— Exercise aim —
In the records below, locate the line containing "min</h1><p>260 m ·", then extract it and all following lines exactly, ending with the last line.
•••
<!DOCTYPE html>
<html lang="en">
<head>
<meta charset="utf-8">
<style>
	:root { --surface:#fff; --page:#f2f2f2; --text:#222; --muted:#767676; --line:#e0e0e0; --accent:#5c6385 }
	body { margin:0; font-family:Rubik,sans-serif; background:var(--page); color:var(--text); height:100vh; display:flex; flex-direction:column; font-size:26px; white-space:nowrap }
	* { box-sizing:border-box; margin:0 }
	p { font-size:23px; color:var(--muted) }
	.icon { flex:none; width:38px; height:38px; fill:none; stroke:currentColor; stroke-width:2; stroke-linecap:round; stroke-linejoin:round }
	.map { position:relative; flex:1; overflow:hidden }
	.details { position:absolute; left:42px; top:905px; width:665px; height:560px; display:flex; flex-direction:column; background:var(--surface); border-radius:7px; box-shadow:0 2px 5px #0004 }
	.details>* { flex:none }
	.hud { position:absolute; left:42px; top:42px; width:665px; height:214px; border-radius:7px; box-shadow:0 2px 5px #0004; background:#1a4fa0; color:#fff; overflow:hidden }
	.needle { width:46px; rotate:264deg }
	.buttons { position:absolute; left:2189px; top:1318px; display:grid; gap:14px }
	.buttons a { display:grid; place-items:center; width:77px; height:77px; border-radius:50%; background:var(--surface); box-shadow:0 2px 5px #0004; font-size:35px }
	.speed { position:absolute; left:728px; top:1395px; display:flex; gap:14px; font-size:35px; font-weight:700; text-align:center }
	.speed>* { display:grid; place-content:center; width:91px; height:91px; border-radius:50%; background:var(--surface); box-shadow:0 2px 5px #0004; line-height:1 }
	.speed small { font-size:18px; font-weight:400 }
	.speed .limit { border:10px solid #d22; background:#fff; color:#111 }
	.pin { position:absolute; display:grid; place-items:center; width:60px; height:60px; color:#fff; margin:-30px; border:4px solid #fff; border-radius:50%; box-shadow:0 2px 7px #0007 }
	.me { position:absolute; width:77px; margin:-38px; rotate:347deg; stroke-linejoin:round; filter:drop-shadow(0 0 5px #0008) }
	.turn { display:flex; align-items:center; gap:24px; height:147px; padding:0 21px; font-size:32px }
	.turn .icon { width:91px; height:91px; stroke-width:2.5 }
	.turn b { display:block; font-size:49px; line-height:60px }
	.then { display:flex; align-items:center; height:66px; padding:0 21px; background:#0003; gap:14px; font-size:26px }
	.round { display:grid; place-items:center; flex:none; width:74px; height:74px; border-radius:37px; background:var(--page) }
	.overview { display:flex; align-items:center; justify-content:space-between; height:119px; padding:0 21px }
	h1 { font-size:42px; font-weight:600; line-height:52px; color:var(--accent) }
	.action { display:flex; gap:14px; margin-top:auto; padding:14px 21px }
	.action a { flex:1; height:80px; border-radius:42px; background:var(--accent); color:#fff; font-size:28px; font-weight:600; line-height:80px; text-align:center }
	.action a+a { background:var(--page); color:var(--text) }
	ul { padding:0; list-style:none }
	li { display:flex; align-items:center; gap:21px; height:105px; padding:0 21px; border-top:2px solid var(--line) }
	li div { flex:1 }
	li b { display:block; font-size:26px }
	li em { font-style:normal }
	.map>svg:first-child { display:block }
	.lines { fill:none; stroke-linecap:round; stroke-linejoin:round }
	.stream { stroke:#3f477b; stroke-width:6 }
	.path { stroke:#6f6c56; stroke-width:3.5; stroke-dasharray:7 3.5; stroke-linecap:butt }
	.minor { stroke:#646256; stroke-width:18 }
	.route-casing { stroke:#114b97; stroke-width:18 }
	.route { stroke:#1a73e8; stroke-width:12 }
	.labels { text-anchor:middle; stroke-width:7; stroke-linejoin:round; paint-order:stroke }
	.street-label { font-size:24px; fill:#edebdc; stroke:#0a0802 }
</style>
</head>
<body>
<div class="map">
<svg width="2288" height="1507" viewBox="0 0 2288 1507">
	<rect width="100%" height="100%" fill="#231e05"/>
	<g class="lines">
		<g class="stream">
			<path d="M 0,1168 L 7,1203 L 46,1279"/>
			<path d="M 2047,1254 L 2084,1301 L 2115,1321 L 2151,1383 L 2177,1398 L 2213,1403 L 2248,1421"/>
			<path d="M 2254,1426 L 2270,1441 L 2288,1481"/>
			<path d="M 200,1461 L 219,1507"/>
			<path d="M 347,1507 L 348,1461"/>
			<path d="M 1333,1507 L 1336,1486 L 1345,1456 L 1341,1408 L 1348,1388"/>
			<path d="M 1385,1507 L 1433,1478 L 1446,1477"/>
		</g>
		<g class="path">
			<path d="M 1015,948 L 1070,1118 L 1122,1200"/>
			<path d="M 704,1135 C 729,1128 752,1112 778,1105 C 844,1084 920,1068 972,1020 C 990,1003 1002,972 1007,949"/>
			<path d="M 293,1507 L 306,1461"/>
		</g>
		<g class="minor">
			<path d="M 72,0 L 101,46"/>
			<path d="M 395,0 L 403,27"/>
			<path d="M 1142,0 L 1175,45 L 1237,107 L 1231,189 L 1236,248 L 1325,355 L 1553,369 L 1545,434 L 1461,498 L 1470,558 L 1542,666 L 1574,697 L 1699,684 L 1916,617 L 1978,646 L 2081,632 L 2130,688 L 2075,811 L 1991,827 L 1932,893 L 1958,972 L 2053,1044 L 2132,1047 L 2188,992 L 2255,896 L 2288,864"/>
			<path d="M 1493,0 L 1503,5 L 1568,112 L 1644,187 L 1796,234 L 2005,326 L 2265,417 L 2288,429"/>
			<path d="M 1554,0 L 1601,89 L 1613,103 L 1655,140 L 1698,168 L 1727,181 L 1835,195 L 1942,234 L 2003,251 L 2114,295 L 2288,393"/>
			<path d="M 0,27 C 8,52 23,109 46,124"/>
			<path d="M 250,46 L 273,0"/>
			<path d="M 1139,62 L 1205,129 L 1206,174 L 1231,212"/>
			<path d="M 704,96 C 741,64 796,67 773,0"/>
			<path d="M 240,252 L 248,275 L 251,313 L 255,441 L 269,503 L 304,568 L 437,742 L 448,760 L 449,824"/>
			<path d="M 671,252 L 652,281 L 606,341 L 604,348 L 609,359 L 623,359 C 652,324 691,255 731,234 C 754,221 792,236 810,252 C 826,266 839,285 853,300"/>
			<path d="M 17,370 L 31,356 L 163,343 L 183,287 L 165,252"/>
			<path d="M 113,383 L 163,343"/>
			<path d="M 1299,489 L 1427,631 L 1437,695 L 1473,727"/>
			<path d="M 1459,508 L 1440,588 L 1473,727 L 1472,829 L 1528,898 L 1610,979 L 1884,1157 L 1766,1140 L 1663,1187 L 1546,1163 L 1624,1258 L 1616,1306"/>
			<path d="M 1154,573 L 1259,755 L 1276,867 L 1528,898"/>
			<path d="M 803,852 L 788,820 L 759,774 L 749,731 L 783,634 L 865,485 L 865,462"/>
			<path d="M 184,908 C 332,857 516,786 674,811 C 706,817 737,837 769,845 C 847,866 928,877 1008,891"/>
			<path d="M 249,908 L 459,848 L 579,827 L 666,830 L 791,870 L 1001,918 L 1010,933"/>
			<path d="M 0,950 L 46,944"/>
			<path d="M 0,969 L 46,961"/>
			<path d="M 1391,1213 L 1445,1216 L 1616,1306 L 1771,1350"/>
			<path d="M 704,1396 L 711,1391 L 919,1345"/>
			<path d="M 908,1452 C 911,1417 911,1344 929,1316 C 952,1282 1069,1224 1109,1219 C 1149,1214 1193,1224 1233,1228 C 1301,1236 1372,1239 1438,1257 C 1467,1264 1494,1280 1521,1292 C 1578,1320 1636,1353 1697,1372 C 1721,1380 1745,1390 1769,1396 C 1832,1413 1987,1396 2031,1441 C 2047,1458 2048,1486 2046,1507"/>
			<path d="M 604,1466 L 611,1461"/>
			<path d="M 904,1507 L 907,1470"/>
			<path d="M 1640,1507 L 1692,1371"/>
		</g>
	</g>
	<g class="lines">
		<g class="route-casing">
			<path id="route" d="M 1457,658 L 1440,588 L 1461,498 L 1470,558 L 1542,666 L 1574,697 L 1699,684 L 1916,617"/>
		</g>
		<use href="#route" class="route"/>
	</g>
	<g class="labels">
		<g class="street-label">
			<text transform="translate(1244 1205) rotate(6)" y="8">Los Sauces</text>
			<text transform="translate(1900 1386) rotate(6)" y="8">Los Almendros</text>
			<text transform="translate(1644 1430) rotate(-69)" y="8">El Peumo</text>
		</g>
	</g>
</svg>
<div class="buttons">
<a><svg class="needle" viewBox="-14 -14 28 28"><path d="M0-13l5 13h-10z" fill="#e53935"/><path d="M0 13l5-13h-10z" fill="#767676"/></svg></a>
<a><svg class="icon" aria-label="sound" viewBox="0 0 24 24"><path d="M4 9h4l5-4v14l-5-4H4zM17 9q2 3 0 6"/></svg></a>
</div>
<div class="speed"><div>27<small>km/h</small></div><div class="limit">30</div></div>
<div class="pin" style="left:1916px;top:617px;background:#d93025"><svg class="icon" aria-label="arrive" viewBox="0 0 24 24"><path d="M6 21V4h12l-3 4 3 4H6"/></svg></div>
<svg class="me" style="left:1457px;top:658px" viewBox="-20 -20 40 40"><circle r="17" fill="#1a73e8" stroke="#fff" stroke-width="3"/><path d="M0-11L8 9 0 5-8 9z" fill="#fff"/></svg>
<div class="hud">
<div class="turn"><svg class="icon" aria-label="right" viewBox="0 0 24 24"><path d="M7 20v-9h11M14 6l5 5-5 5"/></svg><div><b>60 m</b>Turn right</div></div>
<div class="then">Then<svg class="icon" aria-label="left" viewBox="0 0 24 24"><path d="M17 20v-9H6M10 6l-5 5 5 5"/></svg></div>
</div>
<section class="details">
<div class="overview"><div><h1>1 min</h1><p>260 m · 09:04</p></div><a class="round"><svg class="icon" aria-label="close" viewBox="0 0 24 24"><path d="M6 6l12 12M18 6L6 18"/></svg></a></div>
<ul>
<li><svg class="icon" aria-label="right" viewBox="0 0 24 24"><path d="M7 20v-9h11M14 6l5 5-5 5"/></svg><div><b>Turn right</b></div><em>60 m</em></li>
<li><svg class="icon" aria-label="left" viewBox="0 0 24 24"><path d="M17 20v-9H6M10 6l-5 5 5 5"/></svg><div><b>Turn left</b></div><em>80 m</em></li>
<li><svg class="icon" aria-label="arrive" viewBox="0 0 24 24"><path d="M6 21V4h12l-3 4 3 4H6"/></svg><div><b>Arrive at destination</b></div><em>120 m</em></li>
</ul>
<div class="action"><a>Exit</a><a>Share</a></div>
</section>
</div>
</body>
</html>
•••
— Written response —
<div class="overview"><div><h1>1 min</h1><p>260 m · 09:04</p></div><a class="round"><svg class="icon" aria-label="close" viewBox="0 0 24 24"><path d="M6 6l12 12M18 6L6 18"/></svg></a></div>
<ul>
<li><svg class="icon" aria-label="right" viewBox="0 0 24 24"><path d="M7 20v-9h11M14 6l5 5-5 5"/></svg><div><b>Turn right</b></div><em>60 m</em></li>
<li><svg class="icon" aria-label="left" viewBox="0 0 24 24"><path d="M17 20v-9H6M10 6l-5 5 5 5"/></svg><div><b>Turn left</b></div><em>80 m</em></li>
<li><svg class="icon" aria-label="arrive" viewBox="0 0 24 24"><path d="M6 21V4h12l-3 4 3 4H6"/></svg><div><b>Arrive at destination</b></div><em>120 m</em></li>
</ul>
<div class="action"><a>Exit</a><a>Share</a></div>
</section>
</div>
</body>
</html>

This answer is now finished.